▸ **WHAT IS REQUIRED**:
The answer should be the lines from the one with "Input: one rendered" through the final line of the entries, restated word for word.

▸ **DATA SUPPLIED**:

━━━━━━━━━━━━━━━━━━━━━━━━━━━━━━

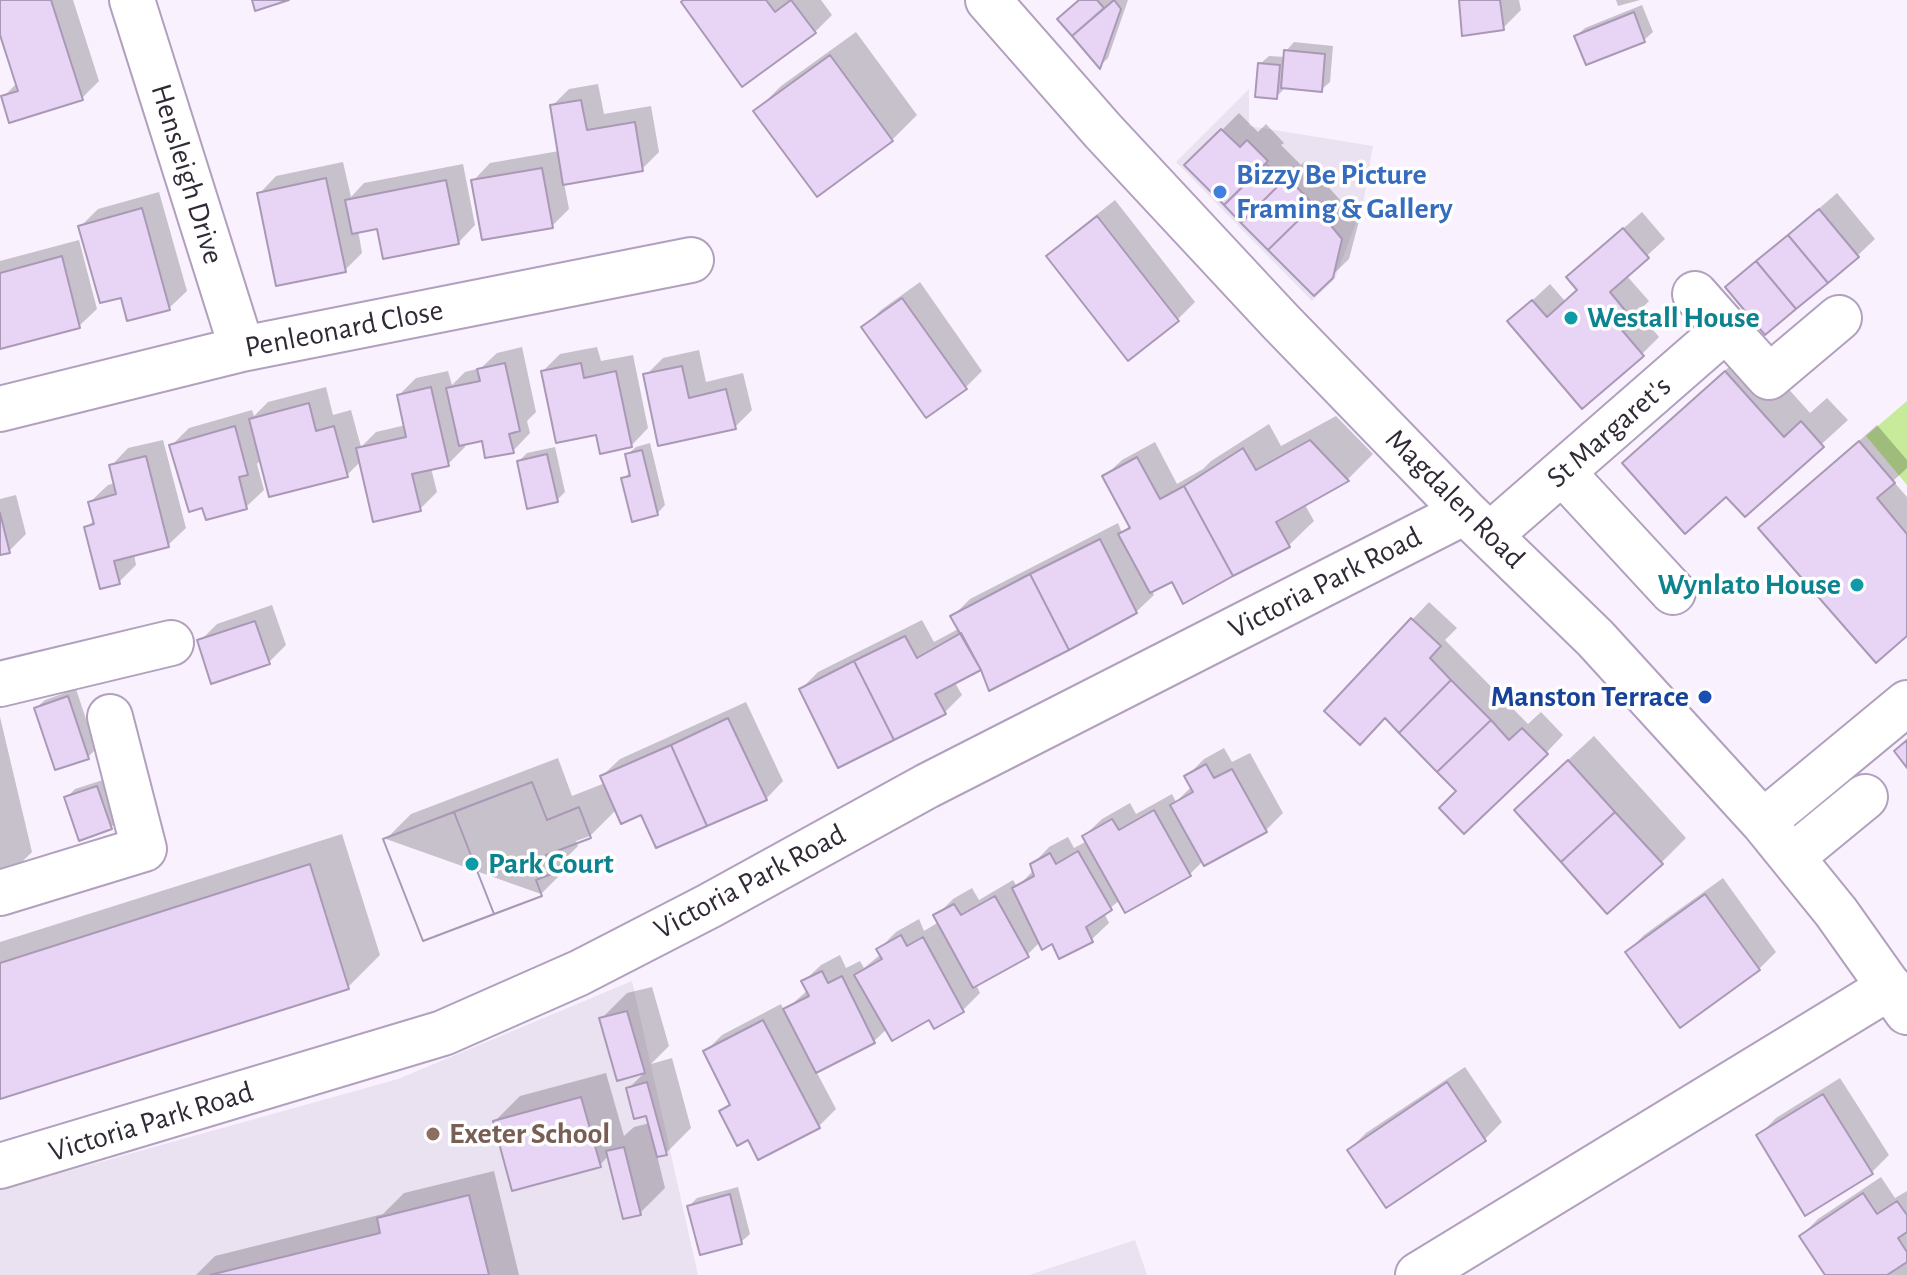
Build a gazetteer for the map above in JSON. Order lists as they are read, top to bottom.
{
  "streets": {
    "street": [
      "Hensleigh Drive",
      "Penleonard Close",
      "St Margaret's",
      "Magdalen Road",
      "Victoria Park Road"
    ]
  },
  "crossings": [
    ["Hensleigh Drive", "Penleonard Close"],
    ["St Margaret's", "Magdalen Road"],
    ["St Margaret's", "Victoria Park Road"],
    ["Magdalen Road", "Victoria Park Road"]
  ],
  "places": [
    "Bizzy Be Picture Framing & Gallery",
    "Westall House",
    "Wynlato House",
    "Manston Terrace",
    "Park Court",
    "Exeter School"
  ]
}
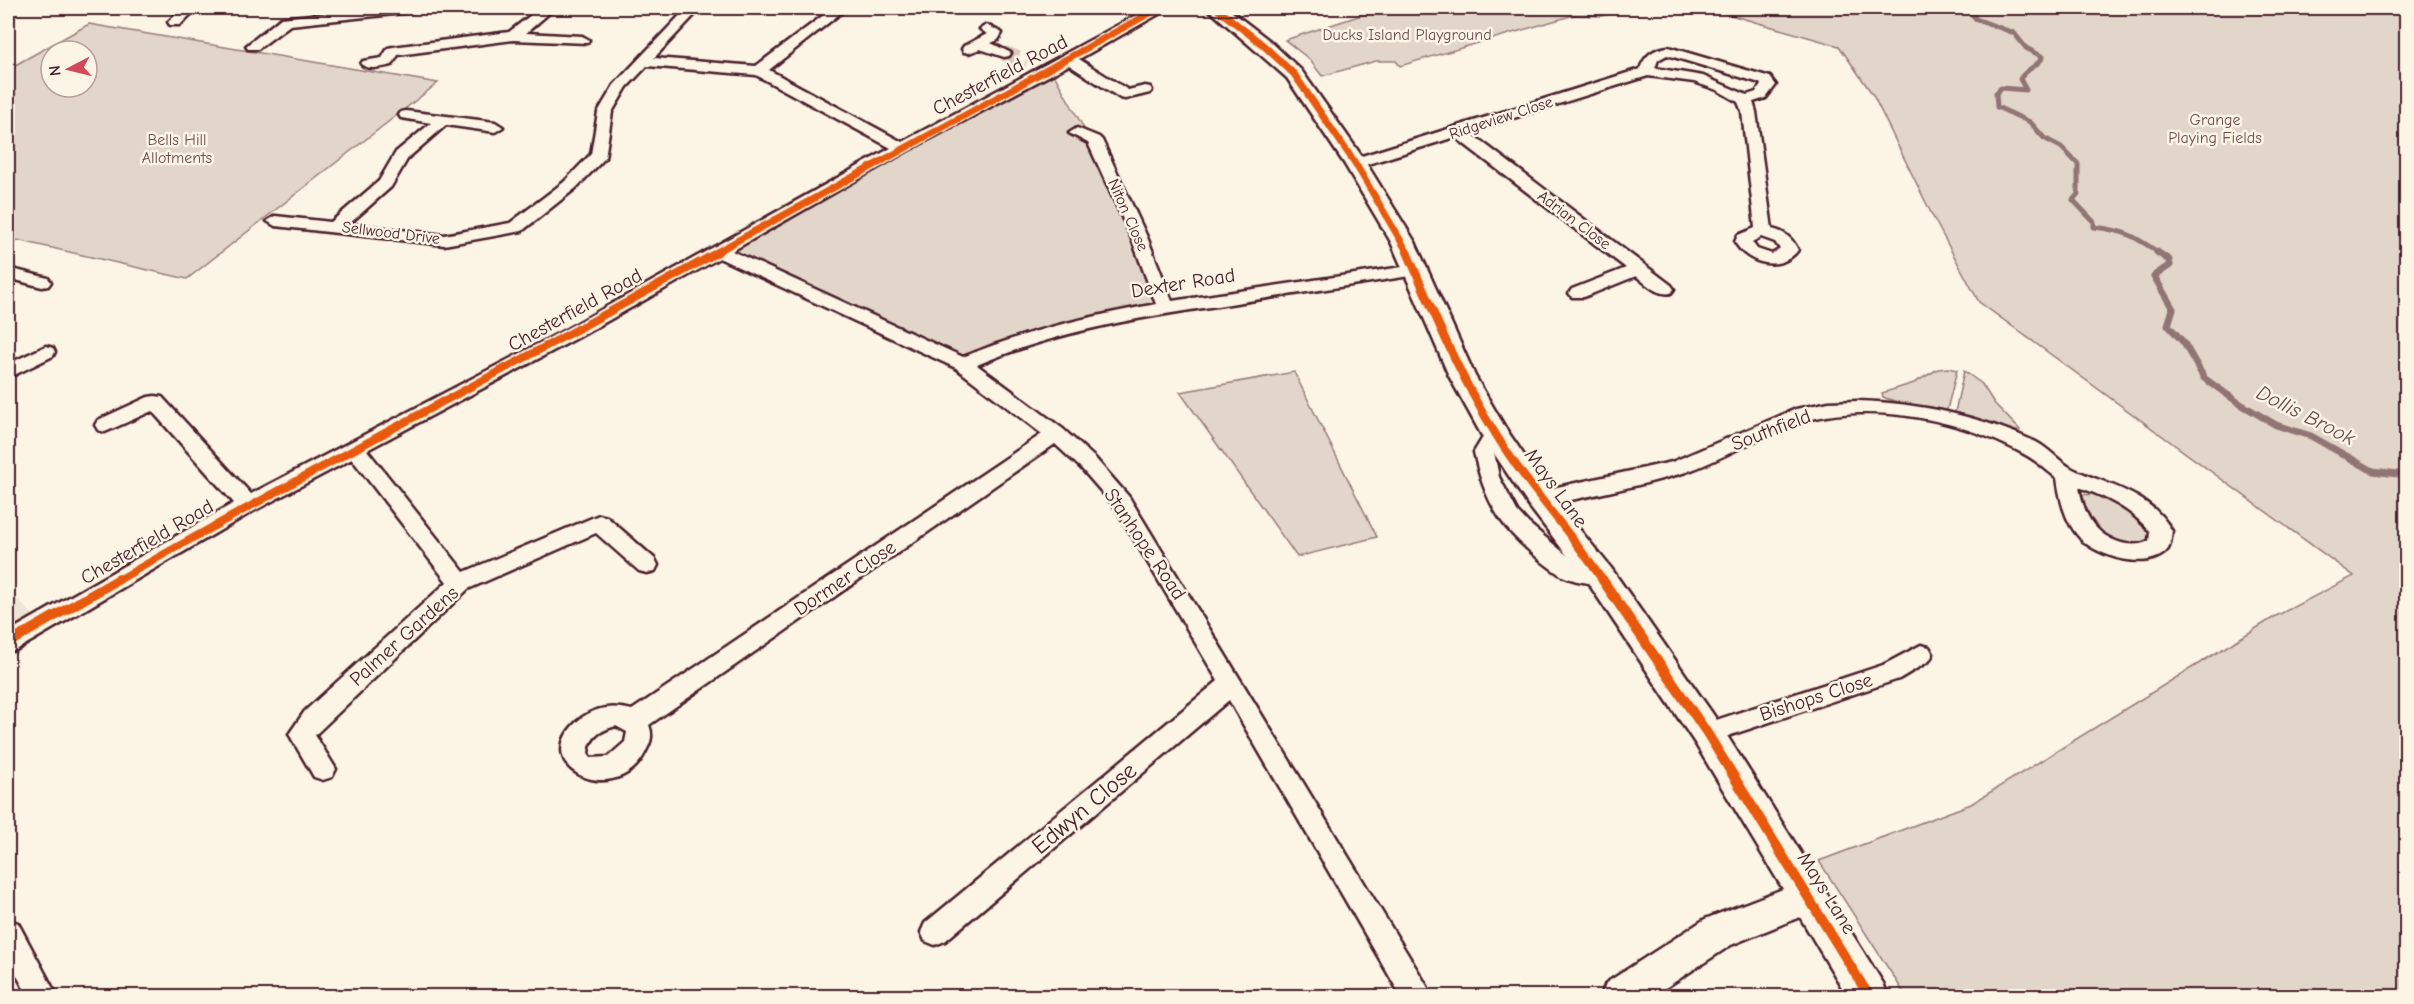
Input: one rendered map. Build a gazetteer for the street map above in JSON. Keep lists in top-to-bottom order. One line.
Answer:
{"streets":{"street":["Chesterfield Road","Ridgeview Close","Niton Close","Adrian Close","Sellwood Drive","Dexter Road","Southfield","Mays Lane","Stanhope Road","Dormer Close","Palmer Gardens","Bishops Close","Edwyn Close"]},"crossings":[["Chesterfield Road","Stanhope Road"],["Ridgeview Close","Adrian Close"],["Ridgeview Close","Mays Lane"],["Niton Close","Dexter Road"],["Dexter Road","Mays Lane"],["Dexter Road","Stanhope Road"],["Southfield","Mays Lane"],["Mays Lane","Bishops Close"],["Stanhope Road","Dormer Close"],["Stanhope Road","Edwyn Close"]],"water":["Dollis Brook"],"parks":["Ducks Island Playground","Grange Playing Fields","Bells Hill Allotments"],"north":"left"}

━━━━━━━━━━━━━━━━━━━━━━━━━━━━━━

▸ **RESPONSE FOR THIS EXERCISE**:
Input: one rendered map. Build a gazetteer for the street map above in JSON. Keep lists in top-to-bottom order. One line.
Answer:
{"streets":{"street":["Chesterfield Road","Ridgeview Close","Niton Close","Adrian Close","Sellwood Drive","Dexter Road","Southfield","Mays Lane","Stanhope Road","Dormer Close","Palmer Gardens","Bishops Close","Edwyn Close"]},"crossings":[["Chesterfield Road","Stanhope Road"],["Ridgeview Close","Adrian Close"],["Ridgeview Close","Mays Lane"],["Niton Close","Dexter Road"],["Dexter Road","Mays Lane"],["Dexter Road","Stanhope Road"],["Southfield","Mays Lane"],["Mays Lane","Bishops Close"],["Stanhope Road","Dormer Close"],["Stanhope Road","Edwyn Close"]],"water":["Dollis Brook"],"parks":["Ducks Island Playground","Grange Playing Fields","Bells Hill Allotments"],"north":"left"}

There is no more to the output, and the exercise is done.